The source chain is unusually clean. Anthropic’s own Project Glasswing announcement says Mythos Preview is unreleased, general-purpose, and restricted to launch partners plus additional critical-software organizations. Anthropic’s red-team writeup says the model could identify and exploit zero-days across major operating systems and browsers, and gives examples including browser exploit chaining and FreeBSD remote code execution. Bloomberg, summarized by The Verge, The CyberWire, TechRadar, and The Next Web, says the access came through a third-party contractor/vendor environment, using the contractor’s access plus ordinary internet sleuthing. The Verge and TechRadar add the Mercor-link detail: information from the Mercor breach helped the group infer Anthropic’s model-location conventions. Cybernews’ Mercor breach report gives the upstream context: Mercor confirmed impact from the LiteLLM supply-chain incident, while attackers claimed terabytes of source code, databases, and VPN-related data.

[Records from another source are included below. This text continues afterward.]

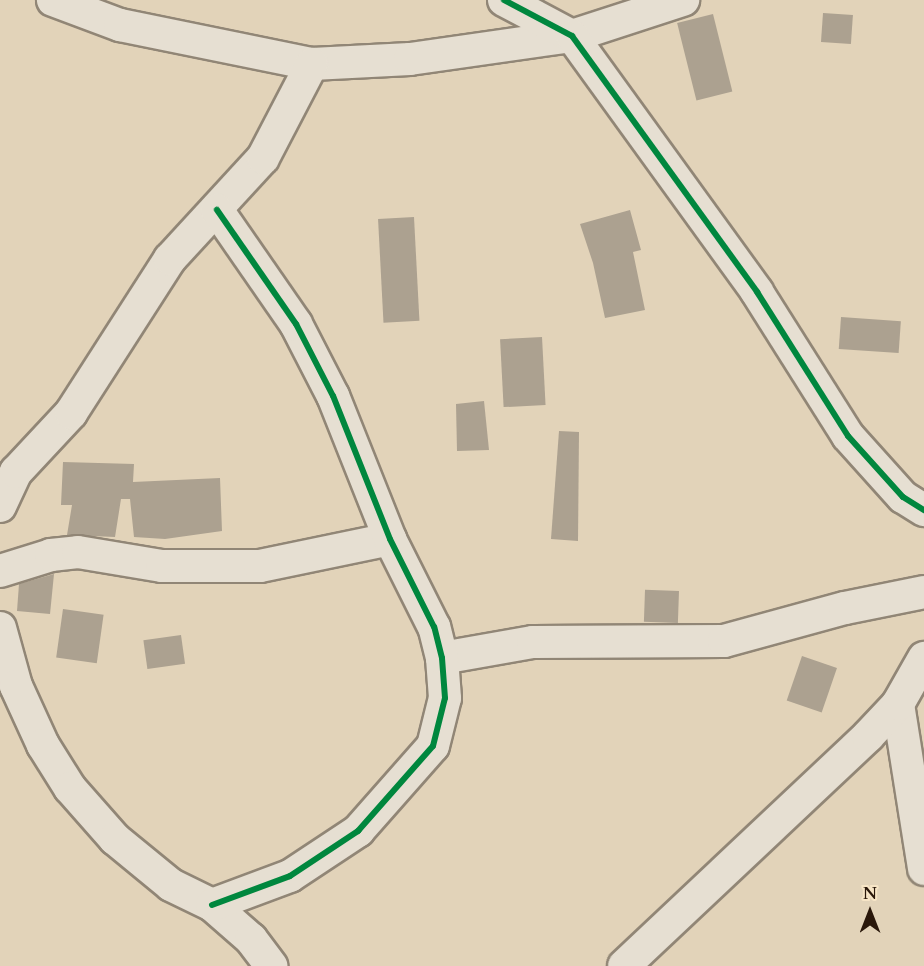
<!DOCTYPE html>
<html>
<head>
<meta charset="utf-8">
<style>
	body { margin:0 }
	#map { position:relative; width:924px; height:966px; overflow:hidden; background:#e2d3b9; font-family:Cardo,serif }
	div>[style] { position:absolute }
	.building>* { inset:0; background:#aca190; transform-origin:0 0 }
	.roads { filter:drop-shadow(2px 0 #918676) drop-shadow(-2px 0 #918676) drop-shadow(0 2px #918676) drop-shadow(0 -2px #918676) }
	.minor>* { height:32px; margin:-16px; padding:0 16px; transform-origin:16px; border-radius:16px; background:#e6dfd2 }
	.cycleway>* { height:6px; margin:-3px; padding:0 3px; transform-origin:3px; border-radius:3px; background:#00873e }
	span { translate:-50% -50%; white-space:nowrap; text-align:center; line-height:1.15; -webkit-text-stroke:5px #f7e5c6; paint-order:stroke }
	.north { position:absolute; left:840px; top:882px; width:60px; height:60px; -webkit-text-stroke:4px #f7e5c6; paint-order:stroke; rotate:0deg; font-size:16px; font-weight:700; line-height:24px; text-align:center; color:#29170a }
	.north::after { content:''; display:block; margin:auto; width:21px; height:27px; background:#29170a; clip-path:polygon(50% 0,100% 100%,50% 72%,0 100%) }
</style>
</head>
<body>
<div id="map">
	<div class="building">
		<div style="left:823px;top:13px;width:30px;height:29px;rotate:4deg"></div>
		<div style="left:713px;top:14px;width:80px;height:37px;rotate:76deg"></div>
		<div style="clip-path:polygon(630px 210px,641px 250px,633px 252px,645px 310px,605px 318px,593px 263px,580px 224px)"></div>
		<div style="left:414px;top:217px;width:104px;height:36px;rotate:87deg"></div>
		<div style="left:841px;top:317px;width:60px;height:32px;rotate:4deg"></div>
		<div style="left:542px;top:337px;width:68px;height:42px;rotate:87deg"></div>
		<div style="clip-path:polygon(484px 401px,489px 450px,457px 451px,456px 404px)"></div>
		<div style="clip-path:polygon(559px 431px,579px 432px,578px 541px,551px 539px)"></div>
		<div style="clip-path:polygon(63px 462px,134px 464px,133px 482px,220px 478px,222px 531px,165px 539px,134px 537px,130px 499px,121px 499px,115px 537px,67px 535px,72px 505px,61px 505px)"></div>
		<div style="clip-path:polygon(54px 574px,50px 614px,17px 611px,19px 584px)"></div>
		<div style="left:679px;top:591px;width:32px;height:34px;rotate:92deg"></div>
		<div style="left:63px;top:609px;width:41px;height:49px;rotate:8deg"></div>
		<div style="left:181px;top:635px;width:29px;height:38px;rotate:82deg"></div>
		<div style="left:802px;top:656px;width:37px;height:47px;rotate:19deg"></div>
	</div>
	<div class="roads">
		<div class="minor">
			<div style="left:53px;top:0;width:72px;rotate:20.5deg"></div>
			<div style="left:120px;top:25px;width:196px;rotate:11.5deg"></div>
			<div style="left:312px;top:64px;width:98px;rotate:-2.9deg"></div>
			<div style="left:410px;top:59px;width:164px;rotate:-8.1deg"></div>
			<div style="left:572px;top:36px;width:117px;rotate:-18deg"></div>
			<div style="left:504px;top:0;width:77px;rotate:27.9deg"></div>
			<div style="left:572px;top:36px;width:316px;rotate:54.1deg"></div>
			<div style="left:757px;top:292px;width:170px;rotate:57.7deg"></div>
			<div style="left:848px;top:436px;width:82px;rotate:48deg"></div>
			<div style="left:903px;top:497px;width:25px;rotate:32deg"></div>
			<div style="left:0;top:506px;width:38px;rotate:-65deg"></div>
			<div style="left:16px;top:472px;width:81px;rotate:-47deg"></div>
			<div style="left:71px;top:413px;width:183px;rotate:-57.3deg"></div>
			<div style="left:170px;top:259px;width:137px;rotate:-47.4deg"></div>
			<div style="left:263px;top:158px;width:106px;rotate:-62.5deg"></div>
			<div style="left:0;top:571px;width:53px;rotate:-17.4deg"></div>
			<div style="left:51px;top:555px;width:27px;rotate:-6deg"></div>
			<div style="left:78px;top:552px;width:85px;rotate:9.5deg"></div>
			<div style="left:162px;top:566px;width:98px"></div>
			<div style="left:260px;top:566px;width:133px;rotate:-11.7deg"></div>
			<div style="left:0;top:628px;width:60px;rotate:74.6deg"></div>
			<div style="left:16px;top:686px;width:65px;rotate:65.4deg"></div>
			<div style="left:43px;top:745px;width:51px;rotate:57.9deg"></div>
			<div style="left:70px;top:788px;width:68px;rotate:48.6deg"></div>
			<div style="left:115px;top:839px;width:72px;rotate:39.4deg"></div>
			<div style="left:171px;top:885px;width:46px;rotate:26deg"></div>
			<div style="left:212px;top:905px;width:52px;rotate:41.1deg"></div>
			<div style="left:251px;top:939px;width:34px;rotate:53deg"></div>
			<div style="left:442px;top:658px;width:92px;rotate:-10deg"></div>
			<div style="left:533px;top:642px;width:191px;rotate:-0.3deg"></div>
			<div style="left:724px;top:641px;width:125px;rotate:-15.3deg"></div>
			<div style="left:845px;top:608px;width:81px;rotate:-11.4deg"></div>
			<div style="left:898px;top:704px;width:167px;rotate:81deg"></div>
			<div style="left:212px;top:905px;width:83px;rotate:-20.4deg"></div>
			<div style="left:290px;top:876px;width:82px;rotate:-33.5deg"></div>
			<div style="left:358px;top:831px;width:113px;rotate:-48.6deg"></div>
			<div style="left:433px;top:746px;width:49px;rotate:-76deg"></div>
			<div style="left:445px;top:698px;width:40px;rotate:-94.3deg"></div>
			<div style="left:442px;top:658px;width:32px;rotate:-104deg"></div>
			<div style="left:434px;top:627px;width:98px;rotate:-116.6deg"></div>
			<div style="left:390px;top:539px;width:154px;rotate:-111.7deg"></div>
			<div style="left:333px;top:396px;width:81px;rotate:-117.2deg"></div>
			<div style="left:296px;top:324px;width:139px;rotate:-124.7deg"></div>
			<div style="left:624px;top:966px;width:335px;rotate:-43.3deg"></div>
			<div style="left:868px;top:736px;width:44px;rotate:-46.8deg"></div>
			<div style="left:898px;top:704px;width:53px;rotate:-60.5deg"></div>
		</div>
	</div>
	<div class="cycleway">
		<div style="left:504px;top:0;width:77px;rotate:27.9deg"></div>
		<div style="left:572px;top:36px;width:316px;rotate:54.1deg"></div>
		<div style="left:757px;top:292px;width:170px;rotate:57.7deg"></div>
		<div style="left:848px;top:436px;width:82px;rotate:48deg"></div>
		<div style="left:903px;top:497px;width:25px;rotate:32deg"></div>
		<div style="left:212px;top:905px;width:83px;rotate:-20.4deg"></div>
		<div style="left:290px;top:876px;width:82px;rotate:-33.5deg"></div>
		<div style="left:358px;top:831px;width:113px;rotate:-48.6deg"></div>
		<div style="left:433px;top:746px;width:49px;rotate:-76deg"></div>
		<div style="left:445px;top:698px;width:40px;rotate:-94.3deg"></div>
		<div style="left:442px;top:658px;width:32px;rotate:-104deg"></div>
		<div style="left:434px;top:627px;width:98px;rotate:-116.6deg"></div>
		<div style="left:390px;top:539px;width:154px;rotate:-111.7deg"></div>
		<div style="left:333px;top:396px;width:81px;rotate:-117.2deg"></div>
		<div style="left:296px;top:324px;width:139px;rotate:-124.7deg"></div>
	</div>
	<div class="north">N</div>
</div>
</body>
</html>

There is a small temptation to make this into an Anthropic-specific morality play. This is understandable. Anthropic spends a lot of time talking about safety; here, the dangerous model escaped the rope line before the press cycle had cooled. The irony writes itself, which is usually a warning sign that the first draft is too satisfying.

The less satisfying version is more useful. Frontier labs are becoming access-control companies. The thing they are guarding is no longer just a set of weights in a datacenter. It is a web of API routes, evaluation dashboards, vendor accounts, contractors, cloud deployments, customer allowlists, temporary experiments, GitHub traces, Slack screenshots, leaked source code, and humans who are not quite sure which of these count as production. A model can be “not publicly released” and still be reachable from enough semi-public edges that a determined hobbyist group can triangulate it.

This is the same old security lesson, but with a stranger payload. Do not protect the sensitive system by keeping its address secret. Protect it by making sure the wrong badge cannot open the door, even if the visitor knows exactly where the door is.

The Mythos incident is not primarily evidence that AI cyber models are uncontrollable. It is evidence that the industry’s access systems are being asked to handle objects whose risk profile changed faster than the surrounding bureaucracy. Yesterday’s model-preview workflow was: let contractors poke the new model, collect evals, make sure the dashboard works. Today’s model-preview workflow is, apparently: defend an exploit-capable system whose mere presence in a vendor environment may become a target.

Anthropic says it has found no evidence that the access reached beyond the third-party vendor environment or affected core systems. That may be true, and it matters. But the tighter lesson survives even if the blast radius was small. If a model is too dangerous to release, then “who can discover that it exists?”, “who can route to it?”, and “who can spend tokens against it?” are not three separate questions. They are one question, and the answer has to be enforced by authorization, not obscurity.